- _WORK ITEM_: Whenever a line in the records below contains "SpeedyOil", pick it out.

* * * * * * *

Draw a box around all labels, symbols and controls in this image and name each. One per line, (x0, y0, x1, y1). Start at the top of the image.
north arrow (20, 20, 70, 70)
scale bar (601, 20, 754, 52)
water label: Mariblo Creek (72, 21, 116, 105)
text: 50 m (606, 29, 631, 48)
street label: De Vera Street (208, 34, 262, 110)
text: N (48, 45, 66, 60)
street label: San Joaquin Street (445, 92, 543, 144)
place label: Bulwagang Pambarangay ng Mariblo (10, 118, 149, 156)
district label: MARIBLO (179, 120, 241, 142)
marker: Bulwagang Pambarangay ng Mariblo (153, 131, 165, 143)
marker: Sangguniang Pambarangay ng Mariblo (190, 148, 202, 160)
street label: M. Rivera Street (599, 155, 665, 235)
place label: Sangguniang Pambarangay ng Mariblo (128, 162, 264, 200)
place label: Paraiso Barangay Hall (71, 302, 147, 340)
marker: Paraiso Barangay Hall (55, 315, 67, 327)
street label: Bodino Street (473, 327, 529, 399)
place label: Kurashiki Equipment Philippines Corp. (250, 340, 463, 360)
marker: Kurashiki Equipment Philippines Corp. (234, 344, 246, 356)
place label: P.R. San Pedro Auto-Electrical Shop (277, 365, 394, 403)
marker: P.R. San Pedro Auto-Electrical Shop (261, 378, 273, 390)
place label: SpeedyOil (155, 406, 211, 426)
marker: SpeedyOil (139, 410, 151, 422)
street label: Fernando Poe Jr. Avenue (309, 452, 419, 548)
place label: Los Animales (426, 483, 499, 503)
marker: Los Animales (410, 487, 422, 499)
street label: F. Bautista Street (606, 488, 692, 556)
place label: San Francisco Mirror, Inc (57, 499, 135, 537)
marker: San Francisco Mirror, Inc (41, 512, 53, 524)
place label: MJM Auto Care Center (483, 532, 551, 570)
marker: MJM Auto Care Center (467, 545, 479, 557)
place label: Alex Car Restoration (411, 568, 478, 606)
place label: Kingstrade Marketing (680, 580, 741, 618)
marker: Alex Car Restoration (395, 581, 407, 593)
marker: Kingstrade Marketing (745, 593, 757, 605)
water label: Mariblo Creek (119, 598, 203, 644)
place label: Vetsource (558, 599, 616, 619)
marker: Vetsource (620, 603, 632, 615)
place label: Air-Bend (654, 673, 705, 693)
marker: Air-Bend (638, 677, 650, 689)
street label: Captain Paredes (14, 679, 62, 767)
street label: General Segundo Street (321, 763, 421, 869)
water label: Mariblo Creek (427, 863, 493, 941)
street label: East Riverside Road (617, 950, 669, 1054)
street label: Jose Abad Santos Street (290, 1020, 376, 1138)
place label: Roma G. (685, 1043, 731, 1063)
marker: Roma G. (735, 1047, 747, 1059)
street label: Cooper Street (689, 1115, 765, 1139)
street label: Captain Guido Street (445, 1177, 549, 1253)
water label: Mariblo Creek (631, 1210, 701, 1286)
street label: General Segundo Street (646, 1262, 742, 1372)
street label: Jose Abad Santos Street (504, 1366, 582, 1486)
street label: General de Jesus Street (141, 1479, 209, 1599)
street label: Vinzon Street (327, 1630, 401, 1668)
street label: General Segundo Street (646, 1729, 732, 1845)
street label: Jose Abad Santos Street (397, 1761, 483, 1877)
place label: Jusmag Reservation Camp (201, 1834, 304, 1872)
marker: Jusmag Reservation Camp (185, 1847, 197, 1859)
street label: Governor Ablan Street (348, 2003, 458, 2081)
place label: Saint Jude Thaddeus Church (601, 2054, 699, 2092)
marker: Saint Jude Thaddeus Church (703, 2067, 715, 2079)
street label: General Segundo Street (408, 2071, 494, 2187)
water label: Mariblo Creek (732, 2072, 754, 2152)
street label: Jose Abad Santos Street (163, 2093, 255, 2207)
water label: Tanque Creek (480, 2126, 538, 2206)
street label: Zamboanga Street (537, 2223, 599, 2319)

* * * * * * *

- _WRITTEN REPLY_:
place label: SpeedyOil (155, 406, 211, 426)
marker: SpeedyOil (139, 410, 151, 422)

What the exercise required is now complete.